In terms of the field of ethics, David Hume rejected the idea of moral absolutes. He advanced what he called sentimentalism. Morality and the laws that govern societies and human relations are based on sentiment, even emotion, but certainly not on some moral absolute that is discovered or understood from the rational processes.

Hume is the progenitor of any number of twentieth-century philosophies like logical positivism, analytical philosophy, and, we could say, twentieth-century atheism. He was certainly no friend of Christianity. So all of that raises a question: Why talk about David Hume on 5 Minutes in Church History?

First, he was a historian. He wrote philosophical books, but in his own day nobody bought them, and he wanted to be a popular writer. So he wrote an eight-volume history of England. In the 1786 edition, volume 7, he writes about Charles I. On page 32 Hume writes, “In the summer of 1643, while the negotiations were carried on with Scotland, the parliament had summoned an assembly at Westminster consisting of 121 divines [that is, ministers] and 30 layman celebrated in their party for piety and learning.” This, of course, is referring to the Westminster standards, a confession of faith, the catechisms, and the Westminster divines in the 1640s. They were meeting at Westminster Abbey in London.

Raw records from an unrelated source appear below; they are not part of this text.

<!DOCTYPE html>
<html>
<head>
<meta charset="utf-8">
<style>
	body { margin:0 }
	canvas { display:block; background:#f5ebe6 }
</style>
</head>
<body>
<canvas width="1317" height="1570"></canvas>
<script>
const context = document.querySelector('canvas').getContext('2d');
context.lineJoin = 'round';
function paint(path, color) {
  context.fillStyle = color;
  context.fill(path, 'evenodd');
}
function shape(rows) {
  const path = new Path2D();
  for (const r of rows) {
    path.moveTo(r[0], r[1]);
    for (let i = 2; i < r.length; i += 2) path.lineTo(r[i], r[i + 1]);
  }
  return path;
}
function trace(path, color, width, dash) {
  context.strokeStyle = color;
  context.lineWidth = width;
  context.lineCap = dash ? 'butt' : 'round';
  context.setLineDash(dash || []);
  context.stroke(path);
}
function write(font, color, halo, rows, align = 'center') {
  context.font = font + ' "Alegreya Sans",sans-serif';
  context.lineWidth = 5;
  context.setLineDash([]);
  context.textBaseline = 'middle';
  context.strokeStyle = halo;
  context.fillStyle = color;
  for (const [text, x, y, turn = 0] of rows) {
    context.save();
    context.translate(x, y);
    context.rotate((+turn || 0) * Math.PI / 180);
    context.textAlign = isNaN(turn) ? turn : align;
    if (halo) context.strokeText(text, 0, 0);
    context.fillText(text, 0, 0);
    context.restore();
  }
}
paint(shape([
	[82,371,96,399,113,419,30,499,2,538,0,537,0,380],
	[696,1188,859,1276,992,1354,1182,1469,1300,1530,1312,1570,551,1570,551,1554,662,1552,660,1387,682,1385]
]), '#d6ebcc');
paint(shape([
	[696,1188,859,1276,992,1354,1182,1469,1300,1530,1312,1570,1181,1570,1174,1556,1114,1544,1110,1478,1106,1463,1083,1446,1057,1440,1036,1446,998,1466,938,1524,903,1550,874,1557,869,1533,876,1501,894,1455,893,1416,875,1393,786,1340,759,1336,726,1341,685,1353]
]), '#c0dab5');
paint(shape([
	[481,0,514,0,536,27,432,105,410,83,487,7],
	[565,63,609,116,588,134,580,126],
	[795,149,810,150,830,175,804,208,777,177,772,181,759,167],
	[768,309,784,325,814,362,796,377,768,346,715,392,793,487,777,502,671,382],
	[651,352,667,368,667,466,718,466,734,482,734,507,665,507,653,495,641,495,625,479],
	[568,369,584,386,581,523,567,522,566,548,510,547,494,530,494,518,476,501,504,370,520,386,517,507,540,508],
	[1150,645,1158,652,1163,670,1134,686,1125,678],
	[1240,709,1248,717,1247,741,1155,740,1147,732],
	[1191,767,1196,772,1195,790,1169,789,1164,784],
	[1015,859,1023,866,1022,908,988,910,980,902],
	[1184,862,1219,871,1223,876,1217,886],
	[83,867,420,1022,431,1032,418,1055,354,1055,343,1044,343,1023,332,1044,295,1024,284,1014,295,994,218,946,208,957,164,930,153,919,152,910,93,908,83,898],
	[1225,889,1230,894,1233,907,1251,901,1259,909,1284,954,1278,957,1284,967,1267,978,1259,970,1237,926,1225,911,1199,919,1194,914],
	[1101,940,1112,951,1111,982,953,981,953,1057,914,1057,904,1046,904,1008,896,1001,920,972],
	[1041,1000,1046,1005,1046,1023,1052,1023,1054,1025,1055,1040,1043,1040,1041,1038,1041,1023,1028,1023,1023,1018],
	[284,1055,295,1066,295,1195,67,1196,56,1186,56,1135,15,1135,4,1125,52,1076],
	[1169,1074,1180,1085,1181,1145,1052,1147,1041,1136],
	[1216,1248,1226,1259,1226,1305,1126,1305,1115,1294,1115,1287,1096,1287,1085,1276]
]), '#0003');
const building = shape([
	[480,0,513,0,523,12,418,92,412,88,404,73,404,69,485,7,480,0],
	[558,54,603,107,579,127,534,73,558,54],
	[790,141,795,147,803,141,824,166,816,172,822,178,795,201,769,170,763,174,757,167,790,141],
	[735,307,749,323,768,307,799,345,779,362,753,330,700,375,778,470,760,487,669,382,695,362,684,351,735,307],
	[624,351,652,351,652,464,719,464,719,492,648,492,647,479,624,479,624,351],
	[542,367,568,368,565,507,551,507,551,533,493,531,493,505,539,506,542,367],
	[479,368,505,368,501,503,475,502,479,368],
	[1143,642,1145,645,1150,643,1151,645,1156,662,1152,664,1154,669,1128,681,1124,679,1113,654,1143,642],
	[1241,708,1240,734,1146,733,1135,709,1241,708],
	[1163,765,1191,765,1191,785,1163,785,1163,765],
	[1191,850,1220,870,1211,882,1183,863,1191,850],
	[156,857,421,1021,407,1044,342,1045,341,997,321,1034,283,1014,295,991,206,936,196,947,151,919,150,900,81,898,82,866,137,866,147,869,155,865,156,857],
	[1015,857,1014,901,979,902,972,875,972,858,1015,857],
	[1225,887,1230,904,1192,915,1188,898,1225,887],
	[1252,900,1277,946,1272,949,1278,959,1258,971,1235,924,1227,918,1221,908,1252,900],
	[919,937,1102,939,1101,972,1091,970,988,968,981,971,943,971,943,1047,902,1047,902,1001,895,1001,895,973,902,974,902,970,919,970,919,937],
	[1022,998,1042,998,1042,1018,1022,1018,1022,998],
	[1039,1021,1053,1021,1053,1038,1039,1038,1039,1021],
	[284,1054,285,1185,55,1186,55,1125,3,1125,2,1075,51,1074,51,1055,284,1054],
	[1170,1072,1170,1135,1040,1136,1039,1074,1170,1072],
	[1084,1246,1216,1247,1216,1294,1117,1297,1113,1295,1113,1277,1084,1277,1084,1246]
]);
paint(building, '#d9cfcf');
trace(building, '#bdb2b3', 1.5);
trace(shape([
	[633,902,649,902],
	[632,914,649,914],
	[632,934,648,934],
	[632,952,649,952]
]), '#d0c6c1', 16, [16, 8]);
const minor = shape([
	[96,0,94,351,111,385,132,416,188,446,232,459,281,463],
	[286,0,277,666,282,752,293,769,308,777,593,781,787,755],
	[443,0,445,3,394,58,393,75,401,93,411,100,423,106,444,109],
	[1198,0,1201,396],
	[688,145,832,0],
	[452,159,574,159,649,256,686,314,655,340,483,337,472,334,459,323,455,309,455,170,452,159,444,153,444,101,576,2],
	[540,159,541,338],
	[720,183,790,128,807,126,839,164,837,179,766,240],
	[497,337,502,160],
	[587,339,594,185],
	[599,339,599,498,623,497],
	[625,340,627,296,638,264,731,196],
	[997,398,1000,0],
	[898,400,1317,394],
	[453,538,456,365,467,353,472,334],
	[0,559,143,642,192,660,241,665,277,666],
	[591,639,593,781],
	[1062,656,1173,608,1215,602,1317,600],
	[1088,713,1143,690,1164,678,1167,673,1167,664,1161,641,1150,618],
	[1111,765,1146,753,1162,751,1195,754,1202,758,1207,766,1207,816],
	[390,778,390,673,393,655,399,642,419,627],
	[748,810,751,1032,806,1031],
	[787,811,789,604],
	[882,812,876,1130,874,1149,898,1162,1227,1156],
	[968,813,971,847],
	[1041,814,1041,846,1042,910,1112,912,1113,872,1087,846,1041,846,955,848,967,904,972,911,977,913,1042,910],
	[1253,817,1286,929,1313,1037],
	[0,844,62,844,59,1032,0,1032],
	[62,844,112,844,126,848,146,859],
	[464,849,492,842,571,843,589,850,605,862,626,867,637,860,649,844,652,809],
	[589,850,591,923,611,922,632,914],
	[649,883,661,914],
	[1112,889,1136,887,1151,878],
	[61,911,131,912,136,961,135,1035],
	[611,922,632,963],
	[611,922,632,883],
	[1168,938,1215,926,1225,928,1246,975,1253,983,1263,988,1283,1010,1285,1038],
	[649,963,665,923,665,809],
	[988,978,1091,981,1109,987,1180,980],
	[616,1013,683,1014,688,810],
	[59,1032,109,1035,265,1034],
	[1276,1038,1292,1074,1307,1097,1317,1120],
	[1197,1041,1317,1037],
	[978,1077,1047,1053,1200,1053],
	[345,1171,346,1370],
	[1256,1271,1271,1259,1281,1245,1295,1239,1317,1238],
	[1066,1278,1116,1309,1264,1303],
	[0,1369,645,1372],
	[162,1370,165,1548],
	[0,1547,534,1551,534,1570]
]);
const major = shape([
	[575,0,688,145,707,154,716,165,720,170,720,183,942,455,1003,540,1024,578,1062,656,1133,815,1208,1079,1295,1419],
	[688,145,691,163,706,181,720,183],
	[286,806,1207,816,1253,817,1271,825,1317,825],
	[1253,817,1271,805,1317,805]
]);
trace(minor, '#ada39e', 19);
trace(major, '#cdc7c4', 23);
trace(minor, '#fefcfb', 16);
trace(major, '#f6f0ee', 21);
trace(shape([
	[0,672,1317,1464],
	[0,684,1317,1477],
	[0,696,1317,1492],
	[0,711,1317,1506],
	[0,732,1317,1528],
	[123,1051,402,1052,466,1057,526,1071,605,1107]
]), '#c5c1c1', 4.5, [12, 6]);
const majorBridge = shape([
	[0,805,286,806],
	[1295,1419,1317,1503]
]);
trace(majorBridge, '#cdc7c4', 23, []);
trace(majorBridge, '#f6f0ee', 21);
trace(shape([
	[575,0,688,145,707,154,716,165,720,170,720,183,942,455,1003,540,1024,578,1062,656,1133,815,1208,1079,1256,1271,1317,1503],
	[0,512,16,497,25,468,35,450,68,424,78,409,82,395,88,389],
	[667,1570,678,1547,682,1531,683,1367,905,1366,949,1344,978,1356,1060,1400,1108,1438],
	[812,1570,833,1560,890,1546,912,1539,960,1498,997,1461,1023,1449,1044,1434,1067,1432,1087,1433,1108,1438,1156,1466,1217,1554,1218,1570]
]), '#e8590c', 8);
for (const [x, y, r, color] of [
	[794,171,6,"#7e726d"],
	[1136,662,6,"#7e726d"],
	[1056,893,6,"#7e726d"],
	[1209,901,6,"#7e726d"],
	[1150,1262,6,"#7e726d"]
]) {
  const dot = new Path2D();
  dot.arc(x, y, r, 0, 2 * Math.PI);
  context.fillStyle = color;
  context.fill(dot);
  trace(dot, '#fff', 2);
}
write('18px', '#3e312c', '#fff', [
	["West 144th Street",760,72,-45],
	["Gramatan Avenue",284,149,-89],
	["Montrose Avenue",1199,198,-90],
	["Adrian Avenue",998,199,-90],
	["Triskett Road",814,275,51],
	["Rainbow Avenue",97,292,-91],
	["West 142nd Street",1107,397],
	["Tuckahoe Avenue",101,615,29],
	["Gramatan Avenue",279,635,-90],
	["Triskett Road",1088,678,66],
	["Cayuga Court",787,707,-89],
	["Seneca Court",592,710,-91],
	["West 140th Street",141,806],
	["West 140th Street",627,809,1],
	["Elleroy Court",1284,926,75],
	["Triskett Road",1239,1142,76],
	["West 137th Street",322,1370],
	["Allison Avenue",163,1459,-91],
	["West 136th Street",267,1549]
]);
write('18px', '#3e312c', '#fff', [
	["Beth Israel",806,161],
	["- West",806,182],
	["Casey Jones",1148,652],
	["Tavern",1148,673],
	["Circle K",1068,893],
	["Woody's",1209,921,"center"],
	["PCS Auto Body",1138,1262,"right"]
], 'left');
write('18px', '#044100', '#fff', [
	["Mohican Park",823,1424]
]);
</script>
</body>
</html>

Hume continues, “By their advice, alterations were made in the Thirty-Nine Articles or in the metaphysical doctrines of the church.” He’s referring to the Anglican Church, the Church of England. “And what was of greater importance, the liturgy was entirely abolished and in its stead, a new directory for worship was established. By which suitably to the spirit of the Puritans, the utmost Liberty, both in praying and preaching was indulged to the public teachers.”

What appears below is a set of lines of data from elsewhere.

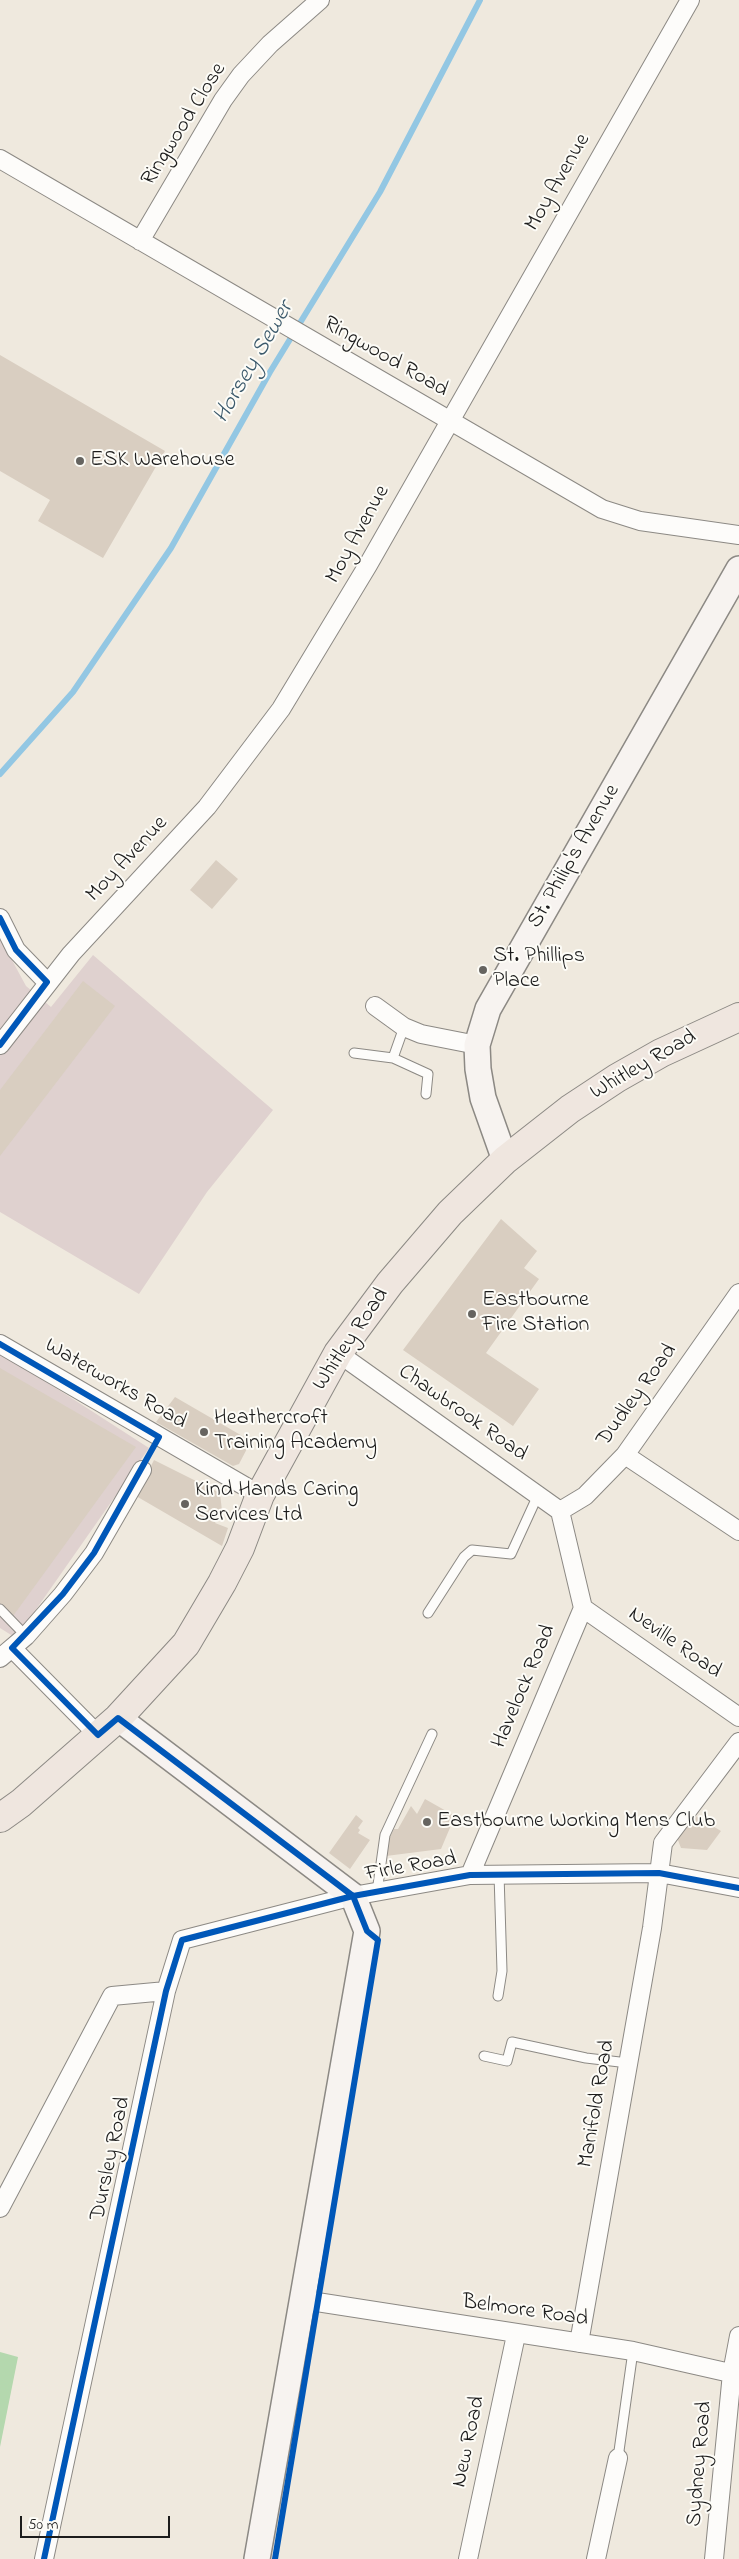 <!DOCTYPE html>
<html>
<head>
<meta charset="utf-8">
<style>
  body { margin:0 }
  #map { position:relative; width:739px; height:2559px; overflow:hidden; background:#efe9de; font-family:"Indie Flower",sans-serif }
  canvas { display:block }
  .scale { position:absolute; left:20px; top:2516px; width:150px; height:22px; box-sizing:border-box; border:2px solid #1c1c1c; border-top:0; padding-left:6px; font-size:15px; line-height:18px; white-space:nowrap; color:#1c1c1c; -webkit-text-stroke:4px #fdfcf7; paint-order:stroke }
</style>
</head>
<body>
<div id="map">
<canvas width="739" height="2559"></canvas>
<div class="scale">50 m</div>
</div>
<script>
const g = document.querySelector('canvas').getContext('2d');
g.lineJoin = 'round';
function fill(path, color) {
  g.fillStyle = color;
  g.fill(path, 'evenodd');
}
function toPath(rows) {
  const path = new Path2D();
  for (const r of rows) {
    path.moveTo(r[0], r[1]);
    for (let i = 2; i < r.length; i += 2) path.lineTo(r[i], r[i + 1]);
  }
  return path;
}
function strokePath(path, color, width, dash) {
  g.strokeStyle = color;
  g.lineWidth = width;
  g.lineCap = dash ? 'butt' : 'round';
  g.setLineDash(dash || []);
  g.stroke(path);
}
function label(font, color, halo, rows, align = 'center') {
  g.font = font + ' "Indie Flower",sans-serif';
  g.lineWidth = 4;
  g.setLineDash([]);
  g.textBaseline = 'middle';
  g.strokeStyle = halo;
  g.fillStyle = color;
  for (const [text, x, y, turn = 0] of rows) {
    g.save();
    g.translate(x, y);
    g.rotate((+turn || 0) * Math.PI / 180);
    g.textAlign = isNaN(turn) ? turn : align;
    if (halo) g.strokeText(text, 0, 0);
    g.fillText(text, 0, 0);
    g.restore();
  }
}
fill(toPath([
  [0,938,26,986,51,1007,93,955,273,1110,207,1192,139,1294,0,1212],
  [0,1352,149,1448,16,1638,0,1628]
]), '#dfd1cf');
fill(toPath([
  [0,2352,18,2357,0,2447]
]), '#b4d8ae');
strokePath(toPath([
  [0,774,73,692,171,548,270,372,380,192,480,0]
]), '#93c7e3', 6);
fill(toPath([
  [0,355,165,451,103,558,38,521,50,500,0,471],
  [216,860,238,879,212,909,190,890],
  [83,981,115,1006,0,1156,0,1090],
  [501,1219,537,1251,524,1268,539,1279,486,1353,539,1389,513,1426,403,1350],
  [0,1368,136,1447,13,1616,0,1610],
  [175,1397,251,1441,239,1464,233,1466,156,1422],
  [154,1460,220,1493,222,1511,215,1523,228,1528,222,1546,136,1496],
  [425,1799,455,1816,441,1849,386,1856,385,1847,394,1829,398,1829,411,1806,417,1814],
  [356,1815,363,1821,358,1828,360,1830,358,1833,370,1840,350,1869,329,1853],
  [694,1815,721,1831,707,1850,681,1848,676,1835]
]), '#d9cec1');
const lane = toPath([
  [404,1027,393,1058,428,1074,426,1094],
  [354,1053,393,1058],
  [0,1609,26,1636],
  [428,1613,464,1557,472,1550,511,1554,538,1495],
  [377,1892,385,1835,432,1734],
  [498,1996,502,1971,499,1874],
  [484,2056,507,2061,512,2042,586,2058,628,2063],
  [618,2458,633,2351]
]);
const street = toPath([
  [0,159,602,509,640,521,739,535],
  [140,241,223,100,241,75,270,44,320,0],
  [0,918,16,950,47,982],
  [375,1006,404,1027,421,1034,477,1045],
  [0,1045,71,954,207,807,281,709,368,565,690,0],
  [0,1344,260,1495],
  [338,1353,560,1511],
  [625,1455,739,1531],
  [560,1511,585,1496,625,1455,739,1293],
  [583,1608,739,1717],
  [12,1648,98,1735],
  [0,1658,26,1636,63,1594,94,1553,142,1470],
  [470,1875,583,1608,560,1511],
  [0,2208,112,1996,166,1991],
  [304,2300,633,2351,739,2375],
  [579,2343,652,1928,663,1843,739,1742],
  [44,2559,166,1991,182,1940,353,1896,470,1875,659,1873,739,1888],
  [468,2559,516,2335],
  [596,2559,618,2458],
  [714,2559,732,2373,739,2336]
]);
const secondary = toPath([
  [505,1160,483,1098,478,1069,477,1045,488,1009,739,569],
  [118,1718,353,1896,367,1931,257,2559]
]);
const primary = toPath([
  [0,1818,21,1803,118,1718,186,1644,222,1583,240,1548,260,1495,338,1353,390,1283,450,1213,505,1160,570,1109,617,1078,661,1053,739,1017]
]);
strokePath(lane, '#8c8984', 11);
strokePath(street, '#8c8984', 20);
strokePath(secondary, '#8c8984', 28);
strokePath(primary, '#8c8984', 30);
strokePath(lane, '#fdfcfa', 9);
strokePath(street, '#fdfcfa', 18);
strokePath(secondary, '#f7f3f0', 25);
strokePath(primary, '#efe6df', 28);
strokePath(toPath([
  [0,918,16,950,47,982,0,1045],
  [0,1344,159,1437,94,1553,63,1594,12,1648,98,1735,118,1718,353,1896],
  [44,2559,166,1991,182,1940,353,1896,470,1875,659,1873,739,1888],
  [275,2559,378,1940,367,1931,353,1896]
]), '#0057b8', 6);
for (const [x, y, r, color] of [
  [80,461,5,"#666460"],
  [483,970,5,"#666460"],
  [472,1314,5,"#666460"],
  [204,1432,5,"#666460"],
  [185,1504,5,"#666460"],
  [427,1822,5,"#666460"]
]) {
  const dot = new Path2D();
  dot.arc(x, y, r, 0, 2 * Math.PI);
  g.fillStyle = color;
  g.fill(dot);
  strokePath(dot, '#fdfcf7', 2);
}
label('22px', '#1c1c1c', '#fdfcf7', [
  ["Ringwood Close",185,125,-58],
  ["Moy Avenue",559,183,-60],
  ["Ringwood Road",385,358,30],
  ["Moy Avenue",359,535,-61],
  ["St. Philip's Avenue",575,857,-60],
  ["Moy Avenue",128,860,-47],
  ["Whitley Road",644,1066,-30],
  ["Whitley Road",352,1340,-56],
  ["Waterworks Road",115,1385,30],
  ["Dudley Road",638,1396,-54],
  ["Chawbrook Road",462,1414,35],
  ["Neville Road",674,1644,35],
  ["Havelock Road",525,1687,-67],
  ["Firle Road",411,1868,-10],
  ["Manifold Road",598,2104,-80],
  ["Dursley Road",112,2159,-78],
  ["Belmore Road",525,2312,8],
  ["New Road",470,2442,-78],
  ["Sydney Road",701,2464,-85]
]);
label('22px', '#1c1c1c', '#fdfcf7', [
  ["ESK Warehouse",90,461],
  ["St. Phillips",493,957],
  ["Place",493,982],
  ["Eastbourne",482,1301],
  ["Fire Station",482,1326],
  ["Heathercroft",214,1419],
  ["Training Academy",214,1444],
  ["Kind Hands Caring",195,1491],
  ["Services Ltd",195,1516],
  ["Eastbourne Working Mens Club",437,1822]
], 'left');
label('italic 24px', '#3c5a6c', '#fdfcf7', [
  ["Horsey Sewer",255,363,-60]
]);
</script>
</body>
</html>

So Hume the philosopher was also a historian, giving us an account of what happened in the 1640s. The divines gathered in the Jerusalem Chamber inside Westminster Abbey. They gathered not only to hammer out a new way of thinking about doctrine that would be different from the Thirty-Nine Articles or the Anglican Church. But, as Hume notes, they were especially concerned with the worship service. These Puritans gave us a new way of thinking about the church service in England, one that brought prayer and preaching to the fore.